= Assignment =
Within the entries below, every line containing "family" is to be copied.

Dataset items
--------------------------------------------------
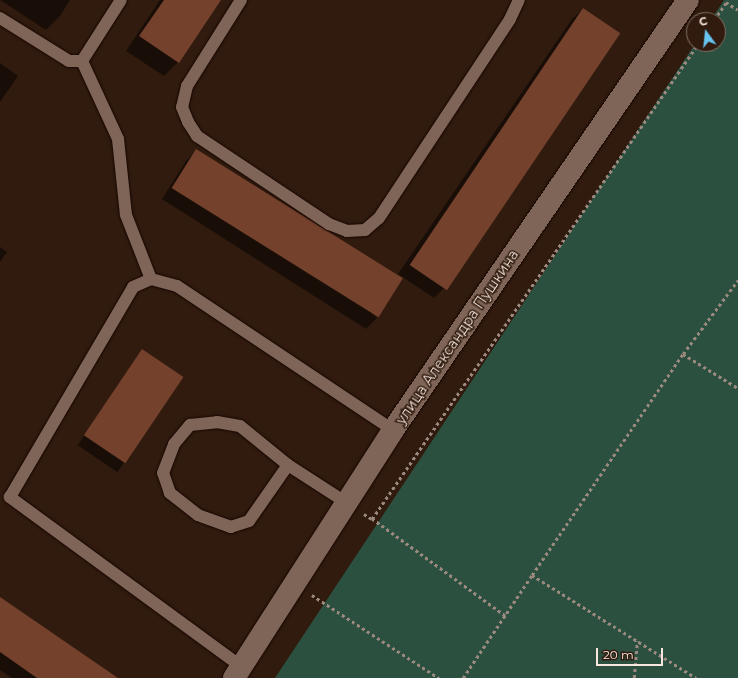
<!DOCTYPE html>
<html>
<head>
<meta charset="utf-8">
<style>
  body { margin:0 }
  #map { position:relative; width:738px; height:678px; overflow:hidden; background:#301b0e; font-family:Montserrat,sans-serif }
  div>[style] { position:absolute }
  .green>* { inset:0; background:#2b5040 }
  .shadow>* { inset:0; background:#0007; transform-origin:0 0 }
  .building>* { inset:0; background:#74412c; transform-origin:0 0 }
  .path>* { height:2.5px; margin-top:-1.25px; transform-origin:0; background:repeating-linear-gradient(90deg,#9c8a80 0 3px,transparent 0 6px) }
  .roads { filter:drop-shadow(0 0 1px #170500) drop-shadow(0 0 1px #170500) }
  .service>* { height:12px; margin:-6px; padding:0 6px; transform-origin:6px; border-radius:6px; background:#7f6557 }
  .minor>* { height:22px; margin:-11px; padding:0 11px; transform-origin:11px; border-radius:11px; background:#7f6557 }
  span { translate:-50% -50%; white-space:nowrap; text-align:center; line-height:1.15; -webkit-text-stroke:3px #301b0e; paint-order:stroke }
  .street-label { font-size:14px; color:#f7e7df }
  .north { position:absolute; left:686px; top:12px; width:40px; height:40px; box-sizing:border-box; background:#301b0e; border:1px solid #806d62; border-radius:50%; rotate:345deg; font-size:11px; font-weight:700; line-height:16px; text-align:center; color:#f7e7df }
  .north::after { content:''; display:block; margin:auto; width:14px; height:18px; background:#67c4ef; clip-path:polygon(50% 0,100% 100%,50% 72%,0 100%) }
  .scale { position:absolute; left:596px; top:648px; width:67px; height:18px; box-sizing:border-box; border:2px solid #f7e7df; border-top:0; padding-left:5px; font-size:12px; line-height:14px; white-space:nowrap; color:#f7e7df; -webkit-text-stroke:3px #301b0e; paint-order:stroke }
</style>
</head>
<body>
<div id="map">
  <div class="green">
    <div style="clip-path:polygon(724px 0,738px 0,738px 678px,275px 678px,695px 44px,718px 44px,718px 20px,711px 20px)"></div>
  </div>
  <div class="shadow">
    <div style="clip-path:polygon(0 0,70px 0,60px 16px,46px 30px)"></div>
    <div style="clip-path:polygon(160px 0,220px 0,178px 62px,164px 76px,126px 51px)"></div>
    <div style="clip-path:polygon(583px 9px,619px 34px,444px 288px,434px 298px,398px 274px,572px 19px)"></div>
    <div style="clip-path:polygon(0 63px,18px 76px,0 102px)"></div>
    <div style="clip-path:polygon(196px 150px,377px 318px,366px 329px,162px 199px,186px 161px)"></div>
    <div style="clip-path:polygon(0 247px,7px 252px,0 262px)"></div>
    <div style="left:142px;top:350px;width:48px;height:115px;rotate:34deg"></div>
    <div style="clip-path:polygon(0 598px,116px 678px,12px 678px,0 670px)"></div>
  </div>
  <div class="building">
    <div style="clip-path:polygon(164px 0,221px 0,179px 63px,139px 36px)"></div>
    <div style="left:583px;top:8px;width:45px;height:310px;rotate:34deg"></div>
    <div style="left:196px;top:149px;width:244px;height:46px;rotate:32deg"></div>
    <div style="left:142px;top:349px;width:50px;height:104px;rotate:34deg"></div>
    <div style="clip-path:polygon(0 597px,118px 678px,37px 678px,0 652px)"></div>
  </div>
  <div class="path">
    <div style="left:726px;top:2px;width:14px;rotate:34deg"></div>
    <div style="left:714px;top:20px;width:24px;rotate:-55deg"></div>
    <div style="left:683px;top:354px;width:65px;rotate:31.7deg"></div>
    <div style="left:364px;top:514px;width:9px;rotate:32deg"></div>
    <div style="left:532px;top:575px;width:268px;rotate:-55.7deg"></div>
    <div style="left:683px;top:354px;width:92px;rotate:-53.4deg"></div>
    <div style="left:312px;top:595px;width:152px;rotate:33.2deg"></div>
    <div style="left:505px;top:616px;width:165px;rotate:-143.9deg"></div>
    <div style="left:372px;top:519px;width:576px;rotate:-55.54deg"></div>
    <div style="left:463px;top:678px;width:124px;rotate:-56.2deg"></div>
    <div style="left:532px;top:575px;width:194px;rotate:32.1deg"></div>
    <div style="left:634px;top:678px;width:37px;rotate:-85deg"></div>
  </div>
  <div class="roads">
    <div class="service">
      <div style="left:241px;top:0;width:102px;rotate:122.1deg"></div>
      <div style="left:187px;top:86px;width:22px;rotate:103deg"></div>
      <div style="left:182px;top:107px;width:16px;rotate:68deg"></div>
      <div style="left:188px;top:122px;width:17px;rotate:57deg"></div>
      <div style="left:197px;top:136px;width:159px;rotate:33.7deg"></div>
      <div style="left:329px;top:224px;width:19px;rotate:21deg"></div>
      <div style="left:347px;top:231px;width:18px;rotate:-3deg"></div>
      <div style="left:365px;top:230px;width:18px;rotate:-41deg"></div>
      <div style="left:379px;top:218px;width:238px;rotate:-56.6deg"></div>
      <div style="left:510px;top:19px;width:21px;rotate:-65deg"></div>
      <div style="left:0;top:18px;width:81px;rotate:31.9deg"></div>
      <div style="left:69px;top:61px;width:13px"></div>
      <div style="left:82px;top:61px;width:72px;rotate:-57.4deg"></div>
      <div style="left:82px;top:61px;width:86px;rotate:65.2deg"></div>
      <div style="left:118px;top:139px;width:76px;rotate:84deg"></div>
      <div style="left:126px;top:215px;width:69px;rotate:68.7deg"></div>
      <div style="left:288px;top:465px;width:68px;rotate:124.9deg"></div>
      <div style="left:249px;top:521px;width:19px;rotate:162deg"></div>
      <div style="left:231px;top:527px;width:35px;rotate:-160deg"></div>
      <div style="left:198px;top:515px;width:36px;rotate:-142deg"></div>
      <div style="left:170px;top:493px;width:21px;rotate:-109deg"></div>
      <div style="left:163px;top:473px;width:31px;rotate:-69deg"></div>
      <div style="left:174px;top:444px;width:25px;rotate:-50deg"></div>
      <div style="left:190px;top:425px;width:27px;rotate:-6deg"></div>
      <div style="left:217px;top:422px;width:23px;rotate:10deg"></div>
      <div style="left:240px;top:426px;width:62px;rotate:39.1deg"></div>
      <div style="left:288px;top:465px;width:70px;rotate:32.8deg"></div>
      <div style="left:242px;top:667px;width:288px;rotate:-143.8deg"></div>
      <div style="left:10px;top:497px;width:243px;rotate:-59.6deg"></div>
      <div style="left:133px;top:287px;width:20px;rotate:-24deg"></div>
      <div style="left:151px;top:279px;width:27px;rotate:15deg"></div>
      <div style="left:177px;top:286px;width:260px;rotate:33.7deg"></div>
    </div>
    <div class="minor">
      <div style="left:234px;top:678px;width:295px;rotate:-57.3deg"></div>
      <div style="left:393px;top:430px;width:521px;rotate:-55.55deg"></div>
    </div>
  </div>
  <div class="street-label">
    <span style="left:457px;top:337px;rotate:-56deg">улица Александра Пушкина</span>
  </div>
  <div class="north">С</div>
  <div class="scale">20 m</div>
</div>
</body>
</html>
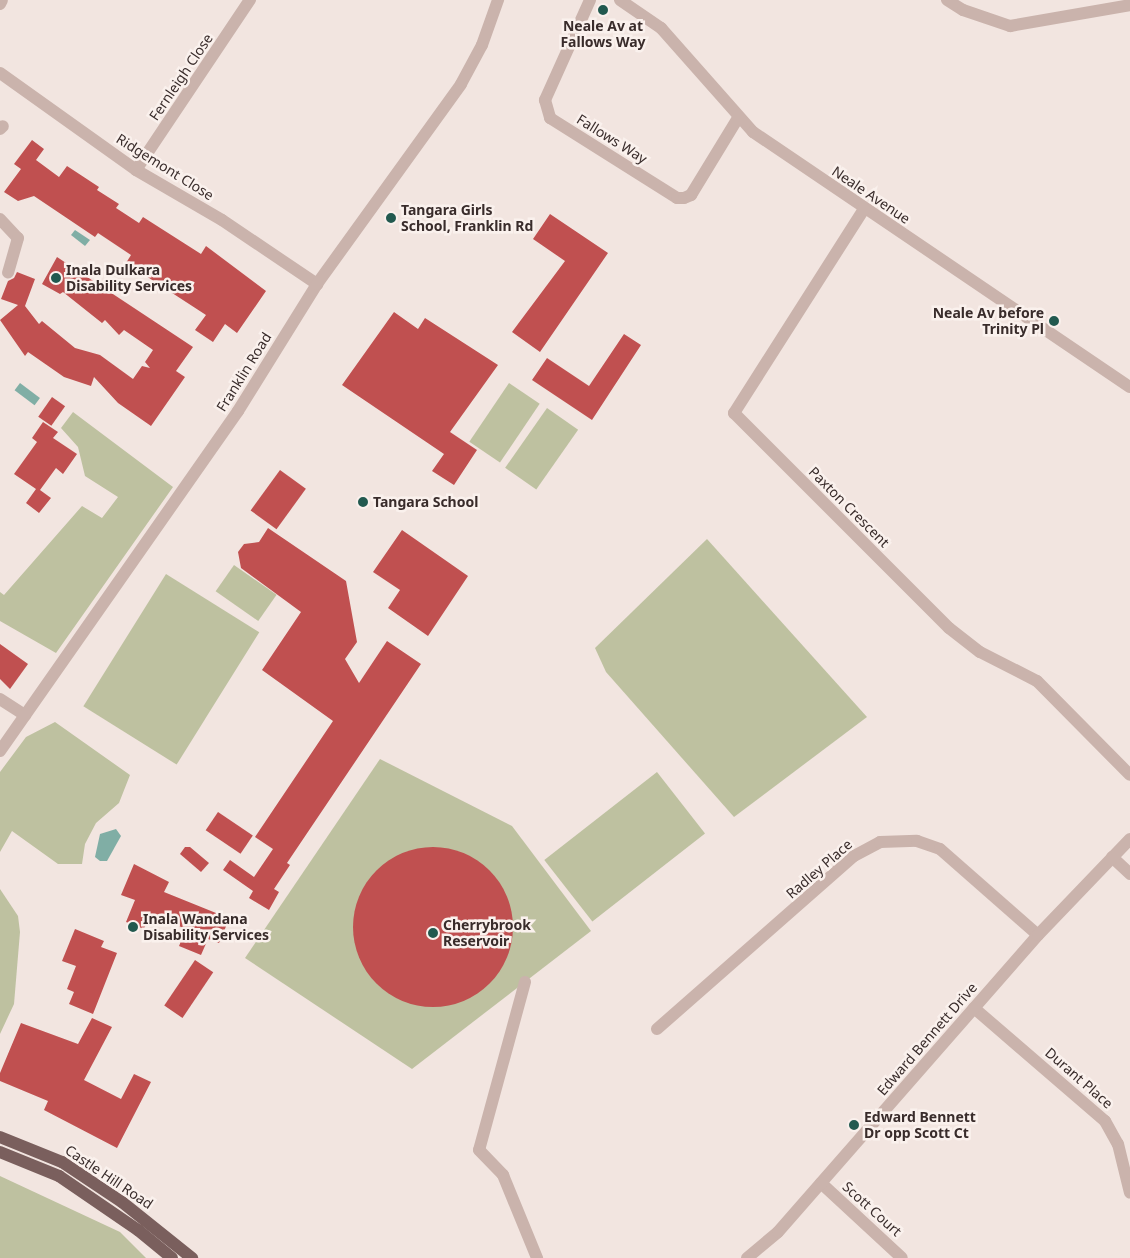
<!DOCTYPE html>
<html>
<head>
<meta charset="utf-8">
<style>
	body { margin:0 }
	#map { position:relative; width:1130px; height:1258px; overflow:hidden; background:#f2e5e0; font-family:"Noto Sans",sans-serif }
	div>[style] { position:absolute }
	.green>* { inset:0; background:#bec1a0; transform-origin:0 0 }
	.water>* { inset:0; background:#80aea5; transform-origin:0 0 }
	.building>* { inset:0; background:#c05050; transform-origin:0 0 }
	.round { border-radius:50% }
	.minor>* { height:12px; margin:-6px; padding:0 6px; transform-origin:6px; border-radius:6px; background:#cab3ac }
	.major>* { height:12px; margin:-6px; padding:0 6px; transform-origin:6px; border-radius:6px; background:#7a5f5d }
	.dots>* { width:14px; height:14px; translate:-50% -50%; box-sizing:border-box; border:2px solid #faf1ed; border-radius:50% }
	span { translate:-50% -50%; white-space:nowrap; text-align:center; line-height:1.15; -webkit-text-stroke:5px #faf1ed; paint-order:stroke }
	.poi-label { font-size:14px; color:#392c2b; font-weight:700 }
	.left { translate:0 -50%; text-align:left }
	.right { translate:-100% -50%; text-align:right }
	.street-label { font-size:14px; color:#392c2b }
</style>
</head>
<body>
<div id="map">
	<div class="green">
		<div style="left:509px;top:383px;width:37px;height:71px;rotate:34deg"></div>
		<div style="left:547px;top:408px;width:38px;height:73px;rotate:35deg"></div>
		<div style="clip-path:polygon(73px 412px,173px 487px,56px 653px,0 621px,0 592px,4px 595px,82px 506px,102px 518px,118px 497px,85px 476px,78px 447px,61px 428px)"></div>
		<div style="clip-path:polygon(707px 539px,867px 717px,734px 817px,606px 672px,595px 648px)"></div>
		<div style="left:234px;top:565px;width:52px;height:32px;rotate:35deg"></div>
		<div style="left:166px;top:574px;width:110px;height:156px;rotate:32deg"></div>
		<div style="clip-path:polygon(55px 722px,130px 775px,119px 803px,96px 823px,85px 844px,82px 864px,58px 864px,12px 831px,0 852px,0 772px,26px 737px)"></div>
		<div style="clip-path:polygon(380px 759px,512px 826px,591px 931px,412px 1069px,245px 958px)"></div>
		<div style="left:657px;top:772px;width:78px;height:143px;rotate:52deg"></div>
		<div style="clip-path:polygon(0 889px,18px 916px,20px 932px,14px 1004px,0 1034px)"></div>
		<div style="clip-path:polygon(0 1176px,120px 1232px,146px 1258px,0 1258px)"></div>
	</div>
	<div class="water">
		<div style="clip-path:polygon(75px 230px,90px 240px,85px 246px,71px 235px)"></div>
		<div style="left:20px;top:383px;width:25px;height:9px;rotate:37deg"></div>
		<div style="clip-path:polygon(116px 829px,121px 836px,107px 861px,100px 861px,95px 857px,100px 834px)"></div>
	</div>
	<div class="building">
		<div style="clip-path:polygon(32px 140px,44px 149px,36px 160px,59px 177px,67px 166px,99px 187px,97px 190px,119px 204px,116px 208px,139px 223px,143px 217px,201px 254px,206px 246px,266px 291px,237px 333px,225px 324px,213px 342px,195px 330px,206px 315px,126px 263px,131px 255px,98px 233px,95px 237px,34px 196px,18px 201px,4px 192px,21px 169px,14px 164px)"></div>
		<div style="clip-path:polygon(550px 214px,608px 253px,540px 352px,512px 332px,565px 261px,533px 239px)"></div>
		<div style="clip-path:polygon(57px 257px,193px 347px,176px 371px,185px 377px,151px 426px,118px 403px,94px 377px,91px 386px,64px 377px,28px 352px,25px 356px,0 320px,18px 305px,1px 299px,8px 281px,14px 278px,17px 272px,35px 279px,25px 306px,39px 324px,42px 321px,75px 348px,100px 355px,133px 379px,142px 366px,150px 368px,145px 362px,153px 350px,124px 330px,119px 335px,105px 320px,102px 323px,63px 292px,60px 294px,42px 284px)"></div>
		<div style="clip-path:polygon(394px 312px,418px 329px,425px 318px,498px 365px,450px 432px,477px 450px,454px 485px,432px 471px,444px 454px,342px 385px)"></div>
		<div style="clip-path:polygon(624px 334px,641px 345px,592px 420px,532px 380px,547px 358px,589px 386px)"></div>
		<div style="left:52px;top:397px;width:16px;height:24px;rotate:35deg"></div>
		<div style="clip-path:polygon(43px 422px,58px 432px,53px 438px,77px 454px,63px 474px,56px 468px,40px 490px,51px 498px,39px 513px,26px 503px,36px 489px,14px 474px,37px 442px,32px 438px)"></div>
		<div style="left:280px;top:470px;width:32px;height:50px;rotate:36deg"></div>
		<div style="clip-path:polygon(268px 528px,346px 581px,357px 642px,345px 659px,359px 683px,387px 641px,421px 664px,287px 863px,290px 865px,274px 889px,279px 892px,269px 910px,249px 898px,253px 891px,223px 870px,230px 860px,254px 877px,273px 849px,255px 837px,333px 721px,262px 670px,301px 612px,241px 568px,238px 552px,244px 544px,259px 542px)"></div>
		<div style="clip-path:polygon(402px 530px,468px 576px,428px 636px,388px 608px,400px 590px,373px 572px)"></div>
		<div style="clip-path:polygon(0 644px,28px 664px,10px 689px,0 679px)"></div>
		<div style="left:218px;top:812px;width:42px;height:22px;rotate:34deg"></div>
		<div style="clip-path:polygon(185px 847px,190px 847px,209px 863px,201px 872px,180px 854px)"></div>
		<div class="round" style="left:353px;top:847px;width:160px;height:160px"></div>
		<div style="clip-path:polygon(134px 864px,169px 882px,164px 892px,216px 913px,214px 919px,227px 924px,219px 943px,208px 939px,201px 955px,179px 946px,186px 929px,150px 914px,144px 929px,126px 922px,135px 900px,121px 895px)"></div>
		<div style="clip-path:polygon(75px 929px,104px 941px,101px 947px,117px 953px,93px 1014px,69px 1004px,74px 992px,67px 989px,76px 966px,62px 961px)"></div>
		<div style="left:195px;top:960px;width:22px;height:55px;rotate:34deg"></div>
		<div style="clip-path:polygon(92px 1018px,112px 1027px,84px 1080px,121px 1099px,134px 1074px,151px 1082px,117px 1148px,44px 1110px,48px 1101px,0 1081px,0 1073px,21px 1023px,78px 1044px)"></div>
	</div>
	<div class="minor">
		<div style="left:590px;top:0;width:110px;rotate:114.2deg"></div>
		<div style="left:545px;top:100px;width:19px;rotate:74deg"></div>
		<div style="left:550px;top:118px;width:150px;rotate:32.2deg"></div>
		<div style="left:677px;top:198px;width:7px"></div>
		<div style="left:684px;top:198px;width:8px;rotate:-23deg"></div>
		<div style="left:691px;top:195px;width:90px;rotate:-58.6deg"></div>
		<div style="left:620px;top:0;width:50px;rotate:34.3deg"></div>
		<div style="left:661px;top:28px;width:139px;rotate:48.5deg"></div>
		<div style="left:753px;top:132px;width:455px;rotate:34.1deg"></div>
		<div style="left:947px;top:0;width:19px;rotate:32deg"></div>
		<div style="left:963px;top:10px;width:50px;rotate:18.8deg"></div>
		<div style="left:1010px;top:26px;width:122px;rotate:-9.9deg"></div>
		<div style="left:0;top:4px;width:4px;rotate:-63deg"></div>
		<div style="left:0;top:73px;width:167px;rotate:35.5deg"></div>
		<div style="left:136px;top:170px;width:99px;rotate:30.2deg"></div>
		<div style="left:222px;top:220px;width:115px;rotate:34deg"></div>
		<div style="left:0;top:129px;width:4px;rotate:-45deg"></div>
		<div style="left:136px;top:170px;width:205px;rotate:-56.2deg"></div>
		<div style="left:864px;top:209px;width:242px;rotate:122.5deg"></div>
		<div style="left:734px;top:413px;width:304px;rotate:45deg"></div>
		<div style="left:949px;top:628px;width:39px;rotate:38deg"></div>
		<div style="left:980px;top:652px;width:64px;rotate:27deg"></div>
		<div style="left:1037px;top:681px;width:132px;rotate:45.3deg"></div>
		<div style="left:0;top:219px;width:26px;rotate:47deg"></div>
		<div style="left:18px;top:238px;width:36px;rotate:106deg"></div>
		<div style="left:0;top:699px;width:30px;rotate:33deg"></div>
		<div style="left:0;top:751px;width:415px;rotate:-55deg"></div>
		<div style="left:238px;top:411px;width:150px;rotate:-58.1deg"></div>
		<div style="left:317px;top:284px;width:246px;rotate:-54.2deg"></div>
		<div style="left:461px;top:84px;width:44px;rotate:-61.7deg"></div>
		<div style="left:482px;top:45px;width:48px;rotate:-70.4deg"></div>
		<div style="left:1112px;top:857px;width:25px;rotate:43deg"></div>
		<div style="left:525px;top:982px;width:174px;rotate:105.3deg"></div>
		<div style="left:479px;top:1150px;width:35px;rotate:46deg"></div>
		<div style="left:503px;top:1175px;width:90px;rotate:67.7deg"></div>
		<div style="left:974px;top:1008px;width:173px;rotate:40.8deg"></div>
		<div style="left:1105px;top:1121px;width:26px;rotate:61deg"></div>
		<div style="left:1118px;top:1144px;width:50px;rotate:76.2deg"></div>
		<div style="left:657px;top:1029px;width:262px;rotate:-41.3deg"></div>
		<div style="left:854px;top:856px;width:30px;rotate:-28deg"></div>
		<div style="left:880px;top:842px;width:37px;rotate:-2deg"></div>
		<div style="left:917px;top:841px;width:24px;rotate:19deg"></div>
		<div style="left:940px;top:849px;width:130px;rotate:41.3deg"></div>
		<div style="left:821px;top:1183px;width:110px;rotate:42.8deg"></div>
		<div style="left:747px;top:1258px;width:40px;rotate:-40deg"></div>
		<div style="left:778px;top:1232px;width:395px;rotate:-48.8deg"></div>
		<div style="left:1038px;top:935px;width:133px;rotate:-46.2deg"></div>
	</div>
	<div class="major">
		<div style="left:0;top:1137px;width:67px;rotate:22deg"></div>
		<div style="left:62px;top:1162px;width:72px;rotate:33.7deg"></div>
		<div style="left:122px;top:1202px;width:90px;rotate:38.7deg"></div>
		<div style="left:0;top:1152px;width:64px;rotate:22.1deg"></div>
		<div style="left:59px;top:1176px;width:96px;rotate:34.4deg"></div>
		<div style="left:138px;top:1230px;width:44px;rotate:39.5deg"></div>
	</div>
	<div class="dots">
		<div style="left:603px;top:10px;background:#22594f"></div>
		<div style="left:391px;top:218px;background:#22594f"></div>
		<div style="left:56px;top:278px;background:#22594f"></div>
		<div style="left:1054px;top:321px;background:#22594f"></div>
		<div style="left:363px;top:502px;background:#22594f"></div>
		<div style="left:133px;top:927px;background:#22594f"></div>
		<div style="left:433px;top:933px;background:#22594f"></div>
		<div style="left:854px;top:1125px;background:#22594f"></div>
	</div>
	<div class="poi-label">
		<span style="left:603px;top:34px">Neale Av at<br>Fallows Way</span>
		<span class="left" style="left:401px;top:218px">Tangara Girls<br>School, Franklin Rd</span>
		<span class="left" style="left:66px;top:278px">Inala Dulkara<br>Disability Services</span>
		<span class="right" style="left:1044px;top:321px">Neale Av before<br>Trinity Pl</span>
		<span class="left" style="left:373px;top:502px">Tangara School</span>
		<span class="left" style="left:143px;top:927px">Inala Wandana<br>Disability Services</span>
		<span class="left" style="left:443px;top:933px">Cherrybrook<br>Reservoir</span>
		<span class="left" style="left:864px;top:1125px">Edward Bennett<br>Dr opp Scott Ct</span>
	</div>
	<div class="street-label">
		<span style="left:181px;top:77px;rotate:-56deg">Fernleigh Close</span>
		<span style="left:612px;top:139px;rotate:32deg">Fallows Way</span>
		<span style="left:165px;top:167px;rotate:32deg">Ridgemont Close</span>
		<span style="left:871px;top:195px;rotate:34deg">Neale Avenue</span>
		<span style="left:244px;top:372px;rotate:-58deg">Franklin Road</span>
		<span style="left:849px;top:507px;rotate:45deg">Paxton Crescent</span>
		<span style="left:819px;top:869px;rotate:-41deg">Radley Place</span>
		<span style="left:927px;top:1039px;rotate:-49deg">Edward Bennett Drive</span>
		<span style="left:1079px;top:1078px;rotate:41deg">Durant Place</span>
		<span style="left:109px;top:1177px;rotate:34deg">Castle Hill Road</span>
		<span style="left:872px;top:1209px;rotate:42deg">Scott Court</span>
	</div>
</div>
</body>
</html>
--------------------------------------------------
= Task response =
  #map { position:relative; width:738px; height:678px; overflow:hidden; background:#301b0e; font-family:Montserrat,sans-serif }
	#map { position:relative; width:1130px; height:1258px; overflow:hidden; background:#f2e5e0; font-family:"Noto Sans",sans-serif }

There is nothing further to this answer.